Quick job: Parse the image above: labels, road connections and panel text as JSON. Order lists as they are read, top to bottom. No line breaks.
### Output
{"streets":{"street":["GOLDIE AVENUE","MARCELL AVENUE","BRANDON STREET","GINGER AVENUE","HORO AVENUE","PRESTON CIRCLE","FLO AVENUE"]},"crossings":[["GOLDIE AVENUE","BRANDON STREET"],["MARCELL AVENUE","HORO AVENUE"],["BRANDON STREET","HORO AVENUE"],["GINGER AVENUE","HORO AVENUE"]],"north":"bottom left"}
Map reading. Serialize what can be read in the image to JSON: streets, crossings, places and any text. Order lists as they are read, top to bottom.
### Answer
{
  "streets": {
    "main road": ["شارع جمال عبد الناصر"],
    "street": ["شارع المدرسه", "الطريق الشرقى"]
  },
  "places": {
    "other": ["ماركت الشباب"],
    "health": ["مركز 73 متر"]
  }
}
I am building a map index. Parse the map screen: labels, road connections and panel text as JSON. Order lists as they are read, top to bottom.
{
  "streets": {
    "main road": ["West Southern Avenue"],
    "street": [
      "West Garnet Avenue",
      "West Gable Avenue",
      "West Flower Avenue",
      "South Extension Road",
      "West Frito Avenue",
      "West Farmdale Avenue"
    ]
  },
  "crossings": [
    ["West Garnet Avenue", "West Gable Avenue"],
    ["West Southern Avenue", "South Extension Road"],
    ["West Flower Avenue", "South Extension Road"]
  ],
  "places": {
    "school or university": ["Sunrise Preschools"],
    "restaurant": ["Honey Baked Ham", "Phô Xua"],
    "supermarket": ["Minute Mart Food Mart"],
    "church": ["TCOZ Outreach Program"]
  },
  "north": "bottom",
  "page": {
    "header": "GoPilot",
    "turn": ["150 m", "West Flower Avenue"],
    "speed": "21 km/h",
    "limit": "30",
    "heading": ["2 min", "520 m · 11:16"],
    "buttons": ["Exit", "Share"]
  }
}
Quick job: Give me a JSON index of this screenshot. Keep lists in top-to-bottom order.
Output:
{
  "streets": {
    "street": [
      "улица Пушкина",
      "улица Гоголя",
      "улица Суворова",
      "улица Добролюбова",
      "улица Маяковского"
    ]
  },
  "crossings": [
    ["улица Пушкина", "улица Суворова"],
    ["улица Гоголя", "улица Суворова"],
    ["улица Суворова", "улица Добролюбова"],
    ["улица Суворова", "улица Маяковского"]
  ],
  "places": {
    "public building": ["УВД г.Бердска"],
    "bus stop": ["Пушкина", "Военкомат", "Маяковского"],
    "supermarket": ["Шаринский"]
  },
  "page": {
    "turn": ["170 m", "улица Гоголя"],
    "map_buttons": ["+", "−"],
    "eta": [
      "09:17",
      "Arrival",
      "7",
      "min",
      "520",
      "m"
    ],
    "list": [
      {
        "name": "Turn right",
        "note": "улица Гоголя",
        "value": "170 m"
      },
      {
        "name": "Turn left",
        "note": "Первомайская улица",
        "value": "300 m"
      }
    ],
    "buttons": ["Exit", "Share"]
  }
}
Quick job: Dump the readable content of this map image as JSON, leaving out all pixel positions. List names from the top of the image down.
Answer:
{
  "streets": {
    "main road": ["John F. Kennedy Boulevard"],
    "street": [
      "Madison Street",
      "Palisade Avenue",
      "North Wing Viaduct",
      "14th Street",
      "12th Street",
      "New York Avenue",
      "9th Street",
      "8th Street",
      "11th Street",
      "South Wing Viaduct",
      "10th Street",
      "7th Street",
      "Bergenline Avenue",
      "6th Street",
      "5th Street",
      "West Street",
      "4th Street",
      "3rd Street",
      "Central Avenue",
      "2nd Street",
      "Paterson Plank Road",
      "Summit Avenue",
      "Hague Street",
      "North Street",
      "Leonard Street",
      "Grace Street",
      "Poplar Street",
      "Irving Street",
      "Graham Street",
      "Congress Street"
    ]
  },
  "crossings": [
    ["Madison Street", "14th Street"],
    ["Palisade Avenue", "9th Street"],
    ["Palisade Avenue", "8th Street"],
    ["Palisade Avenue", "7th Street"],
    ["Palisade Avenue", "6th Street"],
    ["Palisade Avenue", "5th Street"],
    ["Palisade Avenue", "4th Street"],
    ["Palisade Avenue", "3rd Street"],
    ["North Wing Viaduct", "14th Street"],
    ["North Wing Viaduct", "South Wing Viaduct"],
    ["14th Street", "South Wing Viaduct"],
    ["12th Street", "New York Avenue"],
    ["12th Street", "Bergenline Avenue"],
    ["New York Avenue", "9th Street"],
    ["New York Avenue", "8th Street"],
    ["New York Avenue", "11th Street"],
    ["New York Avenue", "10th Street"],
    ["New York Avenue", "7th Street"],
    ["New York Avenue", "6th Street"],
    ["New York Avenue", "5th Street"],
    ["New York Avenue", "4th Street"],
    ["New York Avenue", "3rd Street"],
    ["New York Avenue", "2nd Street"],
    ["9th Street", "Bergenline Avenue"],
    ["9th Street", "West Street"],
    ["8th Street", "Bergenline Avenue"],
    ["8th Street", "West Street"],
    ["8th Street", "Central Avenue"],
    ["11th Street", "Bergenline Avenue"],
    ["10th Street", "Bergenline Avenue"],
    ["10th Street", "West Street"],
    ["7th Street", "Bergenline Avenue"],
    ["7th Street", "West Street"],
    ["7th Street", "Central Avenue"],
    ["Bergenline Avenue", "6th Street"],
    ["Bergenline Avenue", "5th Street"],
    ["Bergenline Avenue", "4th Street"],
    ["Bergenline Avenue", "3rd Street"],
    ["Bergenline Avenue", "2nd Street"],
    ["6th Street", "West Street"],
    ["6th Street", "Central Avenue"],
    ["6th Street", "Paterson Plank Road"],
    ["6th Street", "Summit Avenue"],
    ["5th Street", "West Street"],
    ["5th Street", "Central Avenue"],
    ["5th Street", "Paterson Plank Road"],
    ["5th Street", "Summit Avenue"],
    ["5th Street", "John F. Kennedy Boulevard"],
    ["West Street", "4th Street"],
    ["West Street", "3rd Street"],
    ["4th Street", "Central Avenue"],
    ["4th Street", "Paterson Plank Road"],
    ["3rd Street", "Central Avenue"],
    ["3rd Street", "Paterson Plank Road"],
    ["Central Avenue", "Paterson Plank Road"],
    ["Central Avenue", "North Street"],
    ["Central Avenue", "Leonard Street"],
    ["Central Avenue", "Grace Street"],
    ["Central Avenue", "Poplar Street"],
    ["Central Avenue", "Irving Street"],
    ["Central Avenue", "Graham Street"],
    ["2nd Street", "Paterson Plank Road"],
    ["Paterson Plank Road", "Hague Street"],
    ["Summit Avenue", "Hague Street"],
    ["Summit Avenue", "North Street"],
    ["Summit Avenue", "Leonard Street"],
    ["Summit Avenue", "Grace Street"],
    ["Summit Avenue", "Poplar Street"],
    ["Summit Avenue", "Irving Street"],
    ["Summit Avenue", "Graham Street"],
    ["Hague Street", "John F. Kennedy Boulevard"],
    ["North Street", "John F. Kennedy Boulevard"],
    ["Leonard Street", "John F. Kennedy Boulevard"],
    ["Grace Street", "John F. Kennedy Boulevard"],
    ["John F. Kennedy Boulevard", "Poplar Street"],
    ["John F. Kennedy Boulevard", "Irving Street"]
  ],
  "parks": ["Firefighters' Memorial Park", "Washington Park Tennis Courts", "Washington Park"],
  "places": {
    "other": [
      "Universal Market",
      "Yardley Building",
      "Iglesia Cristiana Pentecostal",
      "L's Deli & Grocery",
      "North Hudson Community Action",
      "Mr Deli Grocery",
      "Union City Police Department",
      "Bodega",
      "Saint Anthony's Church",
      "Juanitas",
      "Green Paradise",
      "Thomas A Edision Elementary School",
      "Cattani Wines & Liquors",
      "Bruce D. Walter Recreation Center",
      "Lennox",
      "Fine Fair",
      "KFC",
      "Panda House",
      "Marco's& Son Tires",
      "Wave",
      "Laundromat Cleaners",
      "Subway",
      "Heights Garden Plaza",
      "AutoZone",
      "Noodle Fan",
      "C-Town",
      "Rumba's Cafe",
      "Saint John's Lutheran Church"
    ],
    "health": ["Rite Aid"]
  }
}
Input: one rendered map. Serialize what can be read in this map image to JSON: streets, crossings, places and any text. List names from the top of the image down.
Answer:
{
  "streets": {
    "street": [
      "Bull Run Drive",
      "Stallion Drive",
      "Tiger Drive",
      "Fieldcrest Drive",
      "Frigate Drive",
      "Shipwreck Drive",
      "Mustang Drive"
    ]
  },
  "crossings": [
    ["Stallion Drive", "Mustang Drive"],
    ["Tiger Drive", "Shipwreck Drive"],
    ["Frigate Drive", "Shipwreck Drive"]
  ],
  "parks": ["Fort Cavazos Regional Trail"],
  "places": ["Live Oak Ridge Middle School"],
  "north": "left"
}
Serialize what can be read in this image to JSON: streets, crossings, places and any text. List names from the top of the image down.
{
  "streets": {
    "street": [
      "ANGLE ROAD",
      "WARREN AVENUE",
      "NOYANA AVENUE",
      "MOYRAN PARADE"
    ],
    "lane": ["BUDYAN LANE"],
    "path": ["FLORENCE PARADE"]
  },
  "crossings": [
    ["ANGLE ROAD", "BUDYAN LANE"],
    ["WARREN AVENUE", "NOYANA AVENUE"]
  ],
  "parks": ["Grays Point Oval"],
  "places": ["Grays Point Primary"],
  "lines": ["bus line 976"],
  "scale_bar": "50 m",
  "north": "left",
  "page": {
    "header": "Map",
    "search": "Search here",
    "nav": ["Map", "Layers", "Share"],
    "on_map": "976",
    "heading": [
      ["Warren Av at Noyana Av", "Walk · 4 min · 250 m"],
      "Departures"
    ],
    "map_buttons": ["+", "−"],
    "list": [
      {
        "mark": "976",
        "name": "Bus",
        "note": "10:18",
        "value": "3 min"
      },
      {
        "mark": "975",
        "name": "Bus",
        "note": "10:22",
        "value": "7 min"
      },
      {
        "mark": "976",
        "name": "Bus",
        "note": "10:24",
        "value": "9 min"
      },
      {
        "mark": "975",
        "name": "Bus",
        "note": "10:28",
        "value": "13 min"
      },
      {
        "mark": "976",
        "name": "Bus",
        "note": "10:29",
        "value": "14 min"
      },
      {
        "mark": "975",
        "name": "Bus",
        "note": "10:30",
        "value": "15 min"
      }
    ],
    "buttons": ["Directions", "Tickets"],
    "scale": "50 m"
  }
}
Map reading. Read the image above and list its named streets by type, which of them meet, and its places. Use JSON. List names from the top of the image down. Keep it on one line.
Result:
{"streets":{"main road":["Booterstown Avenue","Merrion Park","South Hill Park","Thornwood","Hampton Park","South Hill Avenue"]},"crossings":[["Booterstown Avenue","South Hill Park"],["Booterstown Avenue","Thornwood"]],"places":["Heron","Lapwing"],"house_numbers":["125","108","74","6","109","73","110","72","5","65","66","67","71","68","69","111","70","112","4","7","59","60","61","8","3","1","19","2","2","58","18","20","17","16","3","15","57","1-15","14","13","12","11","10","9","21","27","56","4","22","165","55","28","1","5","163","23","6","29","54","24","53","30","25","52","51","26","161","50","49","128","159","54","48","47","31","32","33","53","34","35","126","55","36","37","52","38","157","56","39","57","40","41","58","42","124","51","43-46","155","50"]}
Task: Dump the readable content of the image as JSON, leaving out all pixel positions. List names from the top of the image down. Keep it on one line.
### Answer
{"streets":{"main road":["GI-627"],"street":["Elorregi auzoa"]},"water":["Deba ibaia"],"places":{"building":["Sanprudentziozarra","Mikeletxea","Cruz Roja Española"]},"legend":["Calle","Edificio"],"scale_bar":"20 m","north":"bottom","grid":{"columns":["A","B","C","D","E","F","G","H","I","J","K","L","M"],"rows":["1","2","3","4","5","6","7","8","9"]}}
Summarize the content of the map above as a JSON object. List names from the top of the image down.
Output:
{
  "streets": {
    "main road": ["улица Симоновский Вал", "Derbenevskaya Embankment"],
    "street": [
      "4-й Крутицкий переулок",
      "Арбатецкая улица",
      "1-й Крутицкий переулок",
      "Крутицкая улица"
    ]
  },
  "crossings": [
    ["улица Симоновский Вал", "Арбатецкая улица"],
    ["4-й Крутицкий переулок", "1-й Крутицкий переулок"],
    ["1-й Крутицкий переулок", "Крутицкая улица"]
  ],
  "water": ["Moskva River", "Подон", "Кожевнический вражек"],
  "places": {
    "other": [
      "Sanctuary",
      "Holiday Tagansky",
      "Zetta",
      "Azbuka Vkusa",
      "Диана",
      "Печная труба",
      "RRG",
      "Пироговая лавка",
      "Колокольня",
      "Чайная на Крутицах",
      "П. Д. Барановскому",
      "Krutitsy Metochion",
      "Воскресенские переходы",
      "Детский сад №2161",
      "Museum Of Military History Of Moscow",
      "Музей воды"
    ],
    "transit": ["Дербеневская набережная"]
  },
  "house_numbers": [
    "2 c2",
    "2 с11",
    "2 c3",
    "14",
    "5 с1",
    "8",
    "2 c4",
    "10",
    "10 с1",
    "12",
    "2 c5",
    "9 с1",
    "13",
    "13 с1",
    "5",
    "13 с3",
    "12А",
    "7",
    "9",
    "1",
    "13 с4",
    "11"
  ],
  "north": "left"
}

Problem requirements →
Copying word for word, give each line of the data above from the first one through the line containing "Quick job: Give", and nothing else.

Output of the exercise →
Quick job: Parse the image above: labels, road connections and panel text as JSON. Order lists as they are read, top to bottom. No line breaks.
### Output
{"streets":{"street":["GOLDIE AVENUE","MARCELL AVENUE","BRANDON STREET","GINGER AVENUE","HORO AVENUE","PRESTON CIRCLE","FLO AVENUE"]},"crossings":[["GOLDIE AVENUE","BRANDON STREET"],["MARCELL AVENUE","HORO AVENUE"],["BRANDON STREET","HORO AVENUE"],["GINGER AVENUE","HORO AVENUE"]],"north":"bottom left"}
Map reading. Serialize what can be read in the image to JSON: streets, crossings, places and any text. Order lists as they are read, top to bottom.
### Answer
{
  "streets": {
    "main road": ["شارع جمال عبد الناصر"],
    "street": ["شارع المدرسه", "الطريق الشرقى"]
  },
  "places": {
    "other": ["ماركت الشباب"],
    "health": ["مركز 73 متر"]
  }
}
I am building a map index. Parse the map screen: labels, road connections and panel text as JSON. Order lists as they are read, top to bottom.
{
  "streets": {
    "main road": ["West Southern Avenue"],
    "street": [
      "West Garnet Avenue",
      "West Gable Avenue",
      "West Flower Avenue",
      "South Extension Road",
      "West Frito Avenue",
      "West Farmdale Avenue"
    ]
  },
  "crossings": [
    ["West Garnet Avenue", "West Gable Avenue"],
    ["West Southern Avenue", "South Extension Road"],
    ["West Flower Avenue", "South Extension Road"]
  ],
  "places": {
    "school or university": ["Sunrise Preschools"],
    "restaurant": ["Honey Baked Ham", "Phô Xua"],
    "supermarket": ["Minute Mart Food Mart"],
    "church": ["TCOZ Outreach Program"]
  },
  "north": "bottom",
  "page": {
    "header": "GoPilot",
    "turn": ["150 m", "West Flower Avenue"],
    "speed": "21 km/h",
    "limit": "30",
    "heading": ["2 min", "520 m · 11:16"],
    "buttons": ["Exit", "Share"]
  }
}
Quick job: Give me a JSON index of this screenshot. Keep lists in top-to-bottom order.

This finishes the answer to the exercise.